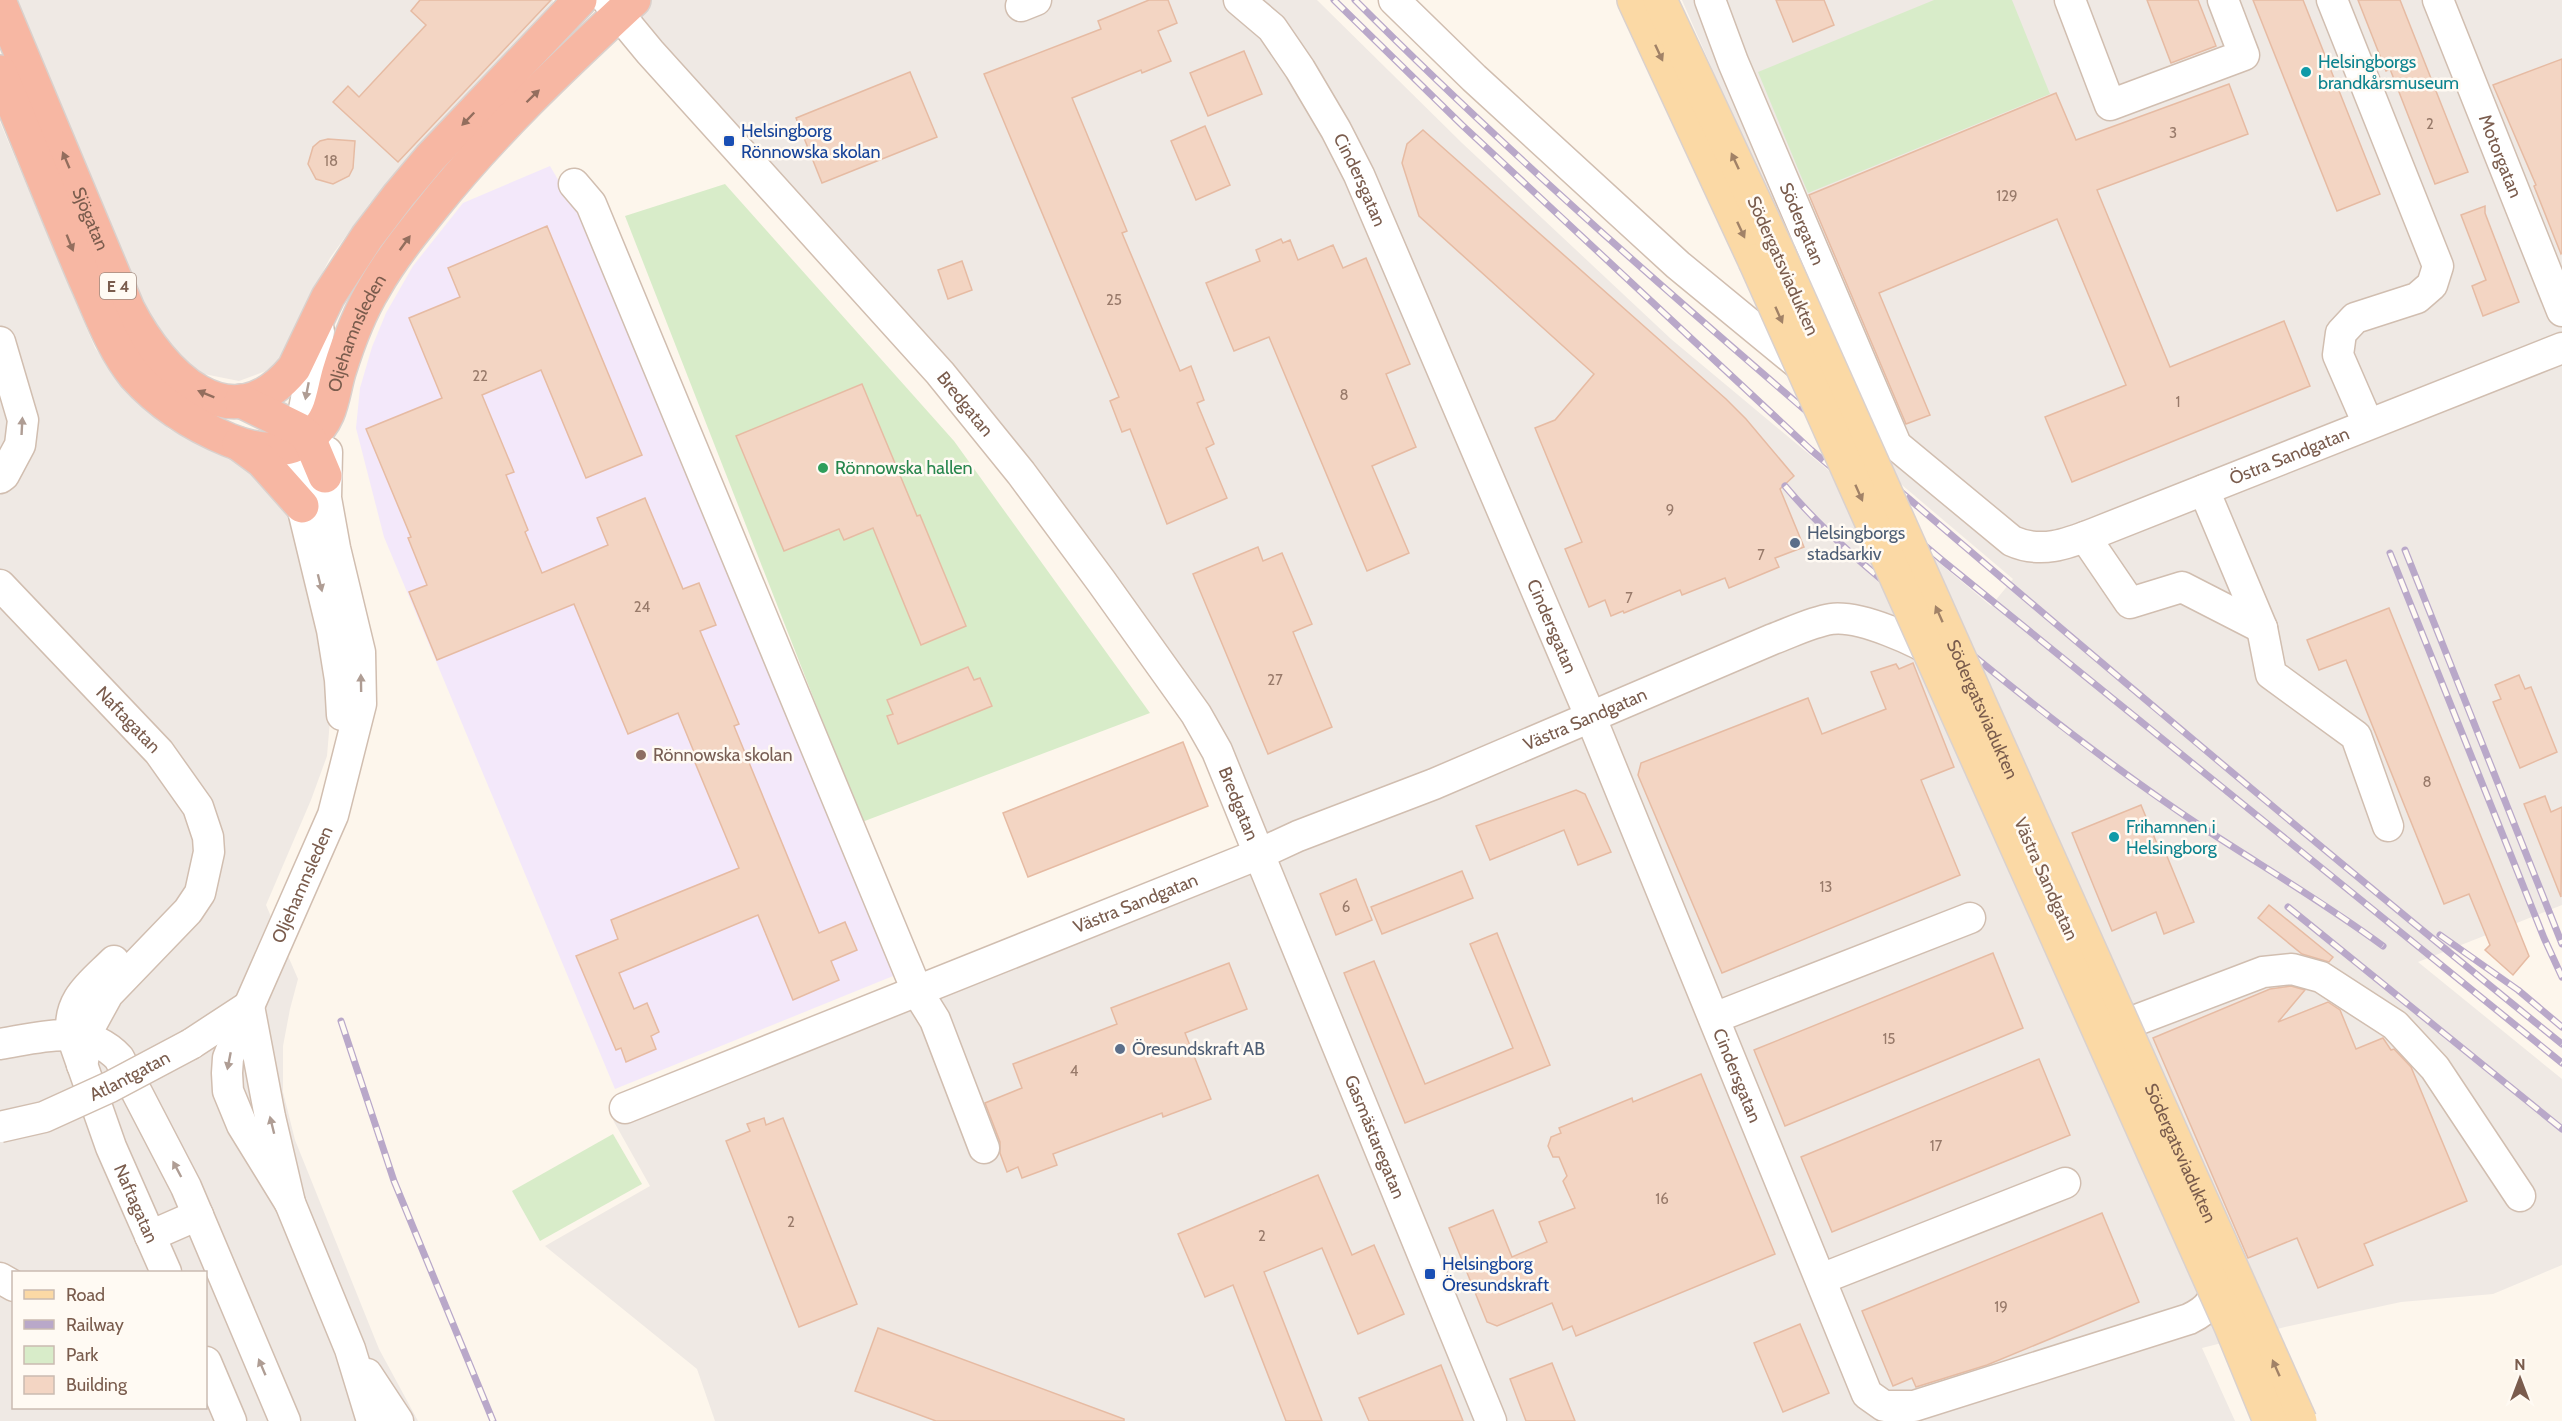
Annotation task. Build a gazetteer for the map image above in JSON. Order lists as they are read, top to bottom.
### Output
{
  "streets": {
    "highway": ["Sjögatan", "E 4", "Oljehamnsleden"],
    "main road": ["Södergatsviadukten"],
    "street": [
      "Motorgatan",
      "Cindersgatan",
      "Södergatan",
      "Bredgatan",
      "Östra Sandgatan",
      "Naftagatan",
      "Västra Sandgatan",
      "Atlantgatan",
      "Gasmästaregatan"
    ]
  },
  "crossings": [
    ["Cindersgatan", "Västra Sandgatan"],
    ["Sjögatan", "Oljehamnsleden"],
    ["Södergatan", "Östra Sandgatan"],
    ["Oljehamnsleden", "Bredgatan"],
    ["Oljehamnsleden", "Atlantgatan"],
    ["Bredgatan", "Västra Sandgatan"],
    ["Bredgatan", "Gasmästaregatan"],
    ["Västra Sandgatan", "Gasmästaregatan"]
  ],
  "places": {
    "other": [
      "Helsingborgs brandkårsmuseum",
      "Rönnowska hallen",
      "Helsingborgs stadsarkiv",
      "Rönnowska skolan",
      "Frihamnen i Helsingborg",
      "Öresundskraft AB"
    ],
    "transit": ["Helsingborg Rönnowska skolan", "Helsingborg Öresundskraft"]
  },
  "house_numbers": [
    "2",
    "3",
    "18",
    "129",
    "25",
    "22",
    "8",
    "1",
    "9",
    "7",
    "7",
    "24",
    "27",
    "8",
    "13",
    "6",
    "15",
    "4",
    "17",
    "16",
    "2",
    "2",
    "19"
  ],
  "legend": [
    "Road",
    "Railway",
    "Park",
    "Building"
  ],
  "north": "top"
}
•••••
**WHAT YOU ARE ASKED TO DO:** Your reply should be the entries above, repeated exactly and free of pictures.

**RESPONSE FOR THIS EXERCISE:**
Annotation task. Build a gazetteer for the map image above in JSON. Order lists as they are read, top to bottom.
### Output
{
  "streets": {
    "highway": ["Sjögatan", "E 4", "Oljehamnsleden"],
    "main road": ["Södergatsviadukten"],
    "street": [
      "Motorgatan",
      "Cindersgatan",
      "Södergatan",
      "Bredgatan",
      "Östra Sandgatan",
      "Naftagatan",
      "Västra Sandgatan",
      "Atlantgatan",
      "Gasmästaregatan"
    ]
  },
  "crossings": [
    ["Cindersgatan", "Västra Sandgatan"],
    ["Sjögatan", "Oljehamnsleden"],
    ["Södergatan", "Östra Sandgatan"],
    ["Oljehamnsleden", "Bredgatan"],
    ["Oljehamnsleden", "Atlantgatan"],
    ["Bredgatan", "Västra Sandgatan"],
    ["Bredgatan", "Gasmästaregatan"],
    ["Västra Sandgatan", "Gasmästaregatan"]
  ],
  "places": {
    "other": [
      "Helsingborgs brandkårsmuseum",
      "Rönnowska hallen",
      "Helsingborgs stadsarkiv",
      "Rönnowska skolan",
      "Frihamnen i Helsingborg",
      "Öresundskraft AB"
    ],
    "transit": ["Helsingborg Rönnowska skolan", "Helsingborg Öresundskraft"]
  },
  "house_numbers": [
    "2",
    "3",
    "18",
    "129",
    "25",
    "22",
    "8",
    "1",
    "9",
    "7",
    "7",
    "24",
    "27",
    "8",
    "13",
    "6",
    "15",
    "4",
    "17",
    "16",
    "2",
    "2",
    "19"
  ],
  "legend": [
    "Road",
    "Railway",
    "Park",
    "Building"
  ],
  "north": "top"
}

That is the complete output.